- Standard cover

Studio album by Foxes
- Released: 9 May 2014
- Recorded: 2011–13
- Genre: Pop; electro-pop; dance-pop;
- Length: 44:57
- Label: Sign of the Times; Epic; RCA;
- Producer: Future Cut; Kid Harpoon; Ghostwriter; Liam Howe; Ben Preston; Jarrad Rogers; Mike Spencer; Utters; Matt Wiggins;

Foxes chronology
| Warrior (2012) | Glorious (2014) | All I Need (2016) |

Singles from Glorious
- "Youth" Released: 6 September 2013; "Let Go for Tonight" Released: 23 February 2014; "Holding onto Heaven" Released: 4 May 2014; "Glorious" Released: 12 August 2014;

= Glorious (Foxes album) =

Glorious is the debut studio album by English singer and songwriter Foxes, originally due for release on 28 February 2014, but was pushed back to 12 May 2014, in favour of releasing the album simultaneously worldwide. The album is available in three versions: the standard album, a deluxe version and a limited edition vinyl.

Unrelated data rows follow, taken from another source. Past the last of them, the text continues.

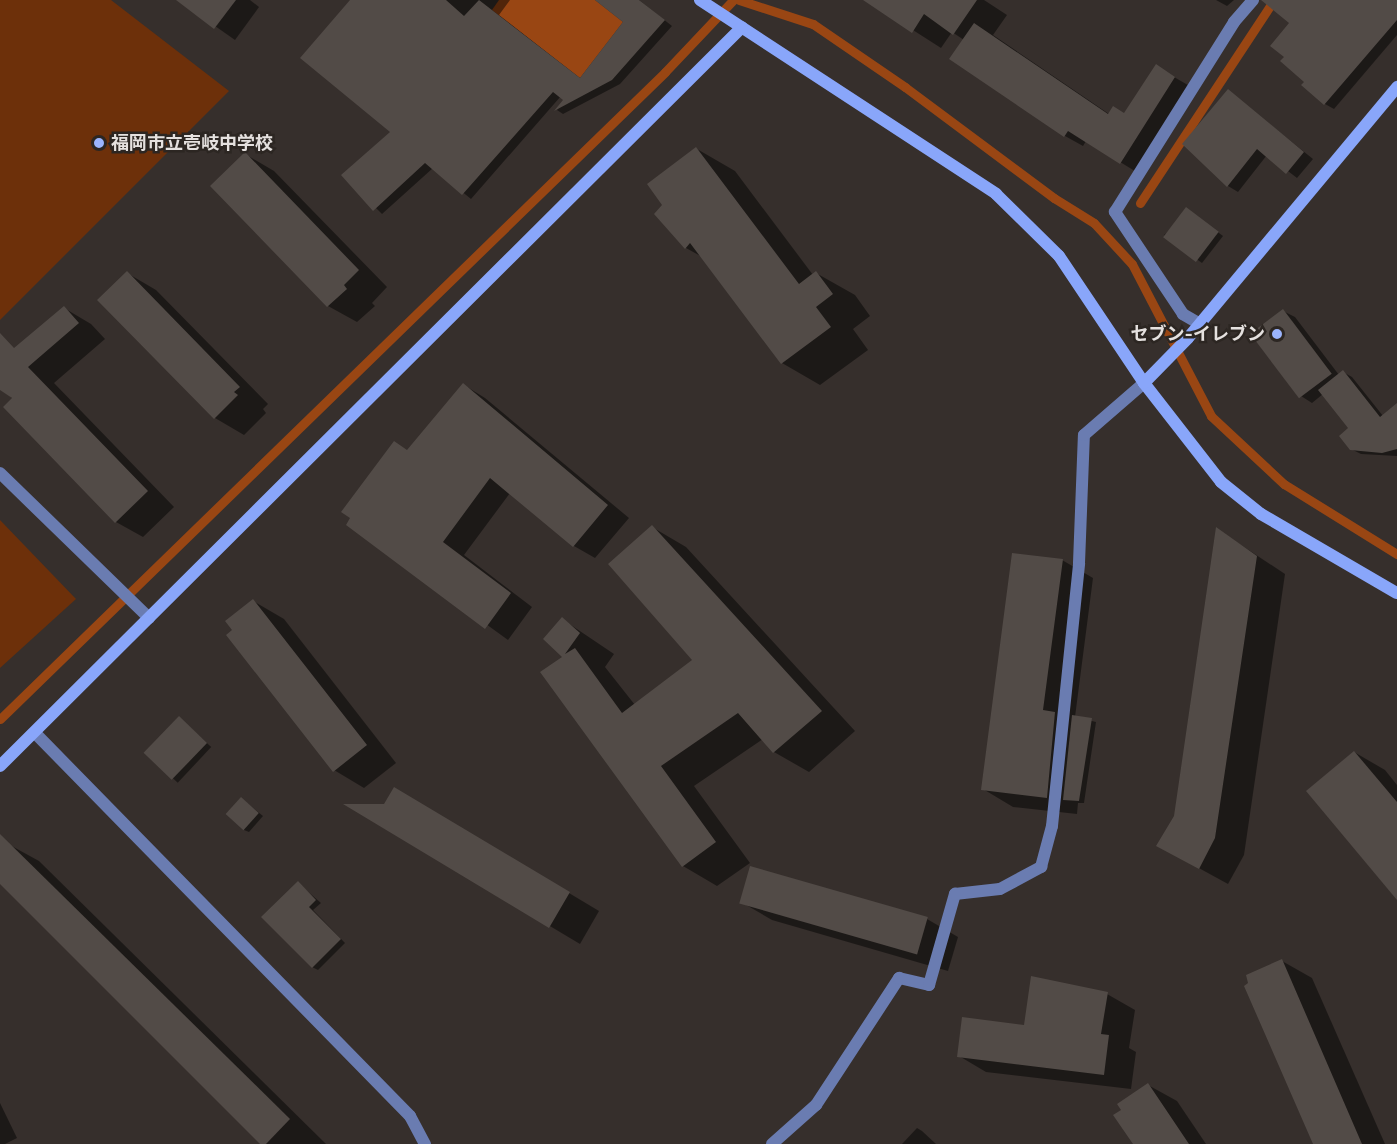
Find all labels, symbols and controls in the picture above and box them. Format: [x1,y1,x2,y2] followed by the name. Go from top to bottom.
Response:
[111,132,273,154] place label: 福岡市立壱岐中学校
[92,136,106,150] marker: 福岡市立壱岐中学校
[1131,323,1265,345] place label: セブン-イレブン
[1270,327,1284,341] marker: セブン-イレブン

==Background and release==
After a spate of successful songs, appearing as a featured artist alongside Zedd, Fall Out Boy, Sub Focus and Rudimental as well as a successful single in "Youth", Foxes (Allen) showed intent at releasing a full album to steer away from the "featured artist" title. In an interview with Billboard, she stated the reason was "[...] Because I also have my music that's my baby."
In an interview during the "Making of the Album" video featured on her VEVO page on YouTube, Allen calls the album "extremely personal", as well that its influence is from her childhood as well as growing up. She also claims the album is "me talking to myself", as music to her is a "form of therapy".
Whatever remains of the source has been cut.